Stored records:
────────
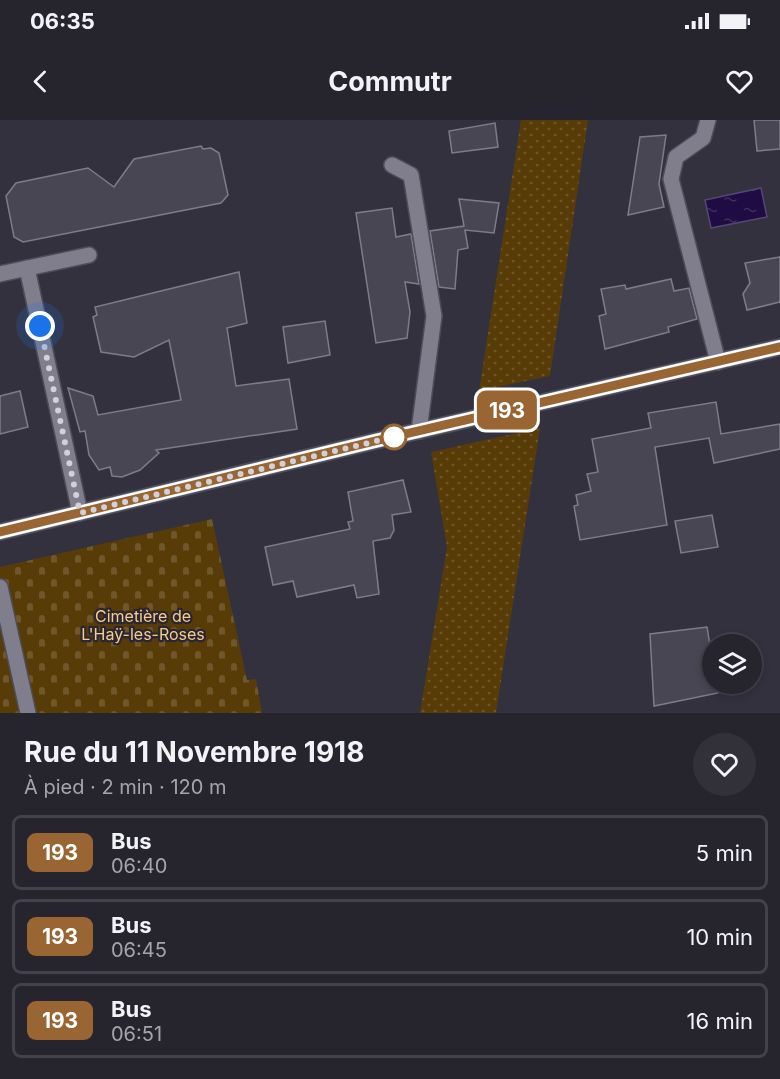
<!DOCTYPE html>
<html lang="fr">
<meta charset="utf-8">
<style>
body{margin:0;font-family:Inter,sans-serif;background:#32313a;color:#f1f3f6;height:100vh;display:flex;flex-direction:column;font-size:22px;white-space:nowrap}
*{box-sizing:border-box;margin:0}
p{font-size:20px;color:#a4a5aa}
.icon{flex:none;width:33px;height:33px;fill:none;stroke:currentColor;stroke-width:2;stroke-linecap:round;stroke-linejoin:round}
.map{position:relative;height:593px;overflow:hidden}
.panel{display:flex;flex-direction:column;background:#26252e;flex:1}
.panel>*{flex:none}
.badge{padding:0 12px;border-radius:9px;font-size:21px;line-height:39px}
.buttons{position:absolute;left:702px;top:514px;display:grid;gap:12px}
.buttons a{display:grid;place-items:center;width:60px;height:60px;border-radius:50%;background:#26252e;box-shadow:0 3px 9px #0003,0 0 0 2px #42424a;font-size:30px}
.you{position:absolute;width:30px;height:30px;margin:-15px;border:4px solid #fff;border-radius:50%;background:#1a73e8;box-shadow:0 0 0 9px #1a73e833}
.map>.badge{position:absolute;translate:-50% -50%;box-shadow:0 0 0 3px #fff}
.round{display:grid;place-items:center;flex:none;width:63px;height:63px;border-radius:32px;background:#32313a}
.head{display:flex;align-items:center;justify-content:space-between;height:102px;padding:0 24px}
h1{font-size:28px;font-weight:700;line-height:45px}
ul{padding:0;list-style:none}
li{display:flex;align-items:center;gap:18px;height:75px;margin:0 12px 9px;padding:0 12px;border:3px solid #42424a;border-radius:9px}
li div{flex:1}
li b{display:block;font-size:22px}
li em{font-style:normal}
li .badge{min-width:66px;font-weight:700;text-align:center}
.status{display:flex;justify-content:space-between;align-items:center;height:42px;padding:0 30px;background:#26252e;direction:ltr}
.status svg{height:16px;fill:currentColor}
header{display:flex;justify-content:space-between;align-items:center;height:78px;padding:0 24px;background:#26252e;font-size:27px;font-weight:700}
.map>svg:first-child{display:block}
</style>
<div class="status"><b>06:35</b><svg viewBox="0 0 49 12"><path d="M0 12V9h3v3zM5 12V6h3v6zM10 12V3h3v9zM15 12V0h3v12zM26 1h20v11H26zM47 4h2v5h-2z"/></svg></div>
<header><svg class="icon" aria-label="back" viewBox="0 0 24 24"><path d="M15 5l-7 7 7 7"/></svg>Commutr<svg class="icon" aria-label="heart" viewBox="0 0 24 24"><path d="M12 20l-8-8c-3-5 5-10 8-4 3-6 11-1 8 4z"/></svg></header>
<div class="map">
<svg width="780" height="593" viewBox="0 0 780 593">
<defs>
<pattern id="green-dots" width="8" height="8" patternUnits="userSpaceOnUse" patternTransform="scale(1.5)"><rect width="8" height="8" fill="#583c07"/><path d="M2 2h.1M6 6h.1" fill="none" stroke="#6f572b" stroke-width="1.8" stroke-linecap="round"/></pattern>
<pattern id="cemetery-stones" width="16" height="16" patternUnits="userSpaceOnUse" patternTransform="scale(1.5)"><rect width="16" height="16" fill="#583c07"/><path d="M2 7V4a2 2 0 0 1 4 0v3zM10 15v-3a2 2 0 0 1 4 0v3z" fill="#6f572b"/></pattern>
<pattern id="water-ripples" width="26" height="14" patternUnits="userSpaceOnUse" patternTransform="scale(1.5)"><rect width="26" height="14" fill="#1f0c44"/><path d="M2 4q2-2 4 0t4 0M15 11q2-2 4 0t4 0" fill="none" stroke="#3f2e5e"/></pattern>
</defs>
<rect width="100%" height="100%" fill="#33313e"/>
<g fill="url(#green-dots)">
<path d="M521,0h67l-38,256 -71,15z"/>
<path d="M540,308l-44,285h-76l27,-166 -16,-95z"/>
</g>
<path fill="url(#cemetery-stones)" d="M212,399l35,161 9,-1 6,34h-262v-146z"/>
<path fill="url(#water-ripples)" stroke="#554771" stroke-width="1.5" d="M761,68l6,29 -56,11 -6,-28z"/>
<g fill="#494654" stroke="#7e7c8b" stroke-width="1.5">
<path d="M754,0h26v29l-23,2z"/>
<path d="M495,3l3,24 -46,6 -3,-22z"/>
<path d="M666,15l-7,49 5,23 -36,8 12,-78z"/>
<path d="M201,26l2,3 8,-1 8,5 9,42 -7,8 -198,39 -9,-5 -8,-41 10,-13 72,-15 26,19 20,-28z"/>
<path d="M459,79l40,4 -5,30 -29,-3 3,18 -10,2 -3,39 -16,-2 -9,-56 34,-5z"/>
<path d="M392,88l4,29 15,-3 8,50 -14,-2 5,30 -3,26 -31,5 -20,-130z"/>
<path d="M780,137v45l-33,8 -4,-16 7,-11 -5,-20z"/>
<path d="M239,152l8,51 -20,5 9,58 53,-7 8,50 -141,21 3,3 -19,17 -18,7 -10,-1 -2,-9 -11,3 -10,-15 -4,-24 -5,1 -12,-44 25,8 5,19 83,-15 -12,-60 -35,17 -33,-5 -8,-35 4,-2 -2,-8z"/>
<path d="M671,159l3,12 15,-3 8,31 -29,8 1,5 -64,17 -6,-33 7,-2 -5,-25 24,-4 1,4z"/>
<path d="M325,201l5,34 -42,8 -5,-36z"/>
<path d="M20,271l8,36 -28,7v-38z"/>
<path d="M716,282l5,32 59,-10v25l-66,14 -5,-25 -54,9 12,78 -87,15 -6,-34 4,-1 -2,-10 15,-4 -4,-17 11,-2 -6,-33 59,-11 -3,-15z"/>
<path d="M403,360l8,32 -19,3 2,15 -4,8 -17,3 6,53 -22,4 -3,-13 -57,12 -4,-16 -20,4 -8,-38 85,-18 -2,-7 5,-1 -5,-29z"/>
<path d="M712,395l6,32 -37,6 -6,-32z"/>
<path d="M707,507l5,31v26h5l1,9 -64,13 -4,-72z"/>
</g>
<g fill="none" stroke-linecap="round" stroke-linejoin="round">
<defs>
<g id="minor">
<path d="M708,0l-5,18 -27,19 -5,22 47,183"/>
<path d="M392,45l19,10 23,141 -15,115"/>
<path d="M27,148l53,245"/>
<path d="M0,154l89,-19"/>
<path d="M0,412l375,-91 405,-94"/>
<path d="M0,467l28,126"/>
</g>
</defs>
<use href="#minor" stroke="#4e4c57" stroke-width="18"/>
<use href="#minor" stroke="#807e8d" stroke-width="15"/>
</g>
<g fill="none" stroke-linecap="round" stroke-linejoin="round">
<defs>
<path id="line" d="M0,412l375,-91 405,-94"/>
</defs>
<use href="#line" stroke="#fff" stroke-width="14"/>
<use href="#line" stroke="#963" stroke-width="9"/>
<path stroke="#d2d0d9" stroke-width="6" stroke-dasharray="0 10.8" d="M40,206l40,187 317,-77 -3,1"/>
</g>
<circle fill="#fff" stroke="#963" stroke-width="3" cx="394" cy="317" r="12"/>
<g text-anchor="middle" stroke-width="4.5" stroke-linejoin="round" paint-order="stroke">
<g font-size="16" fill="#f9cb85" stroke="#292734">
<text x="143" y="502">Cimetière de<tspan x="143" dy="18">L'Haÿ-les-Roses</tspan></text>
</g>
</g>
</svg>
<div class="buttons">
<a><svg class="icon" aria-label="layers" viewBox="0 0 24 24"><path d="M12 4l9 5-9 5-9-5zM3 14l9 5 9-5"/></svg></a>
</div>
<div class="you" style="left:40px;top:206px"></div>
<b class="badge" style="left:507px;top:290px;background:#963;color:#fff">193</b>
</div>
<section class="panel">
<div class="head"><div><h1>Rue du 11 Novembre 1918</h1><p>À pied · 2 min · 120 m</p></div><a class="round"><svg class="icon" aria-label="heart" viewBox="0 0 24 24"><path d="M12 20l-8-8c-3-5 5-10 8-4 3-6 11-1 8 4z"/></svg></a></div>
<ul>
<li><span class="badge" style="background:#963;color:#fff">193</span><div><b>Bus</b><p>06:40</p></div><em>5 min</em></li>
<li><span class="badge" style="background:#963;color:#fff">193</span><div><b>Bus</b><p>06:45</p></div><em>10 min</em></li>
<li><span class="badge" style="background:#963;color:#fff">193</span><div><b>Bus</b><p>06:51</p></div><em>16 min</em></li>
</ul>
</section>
────────
Goal of the exercise: Your answer should be a single number: the count of lines in the entries that hold the string "buttons".

Solution: 3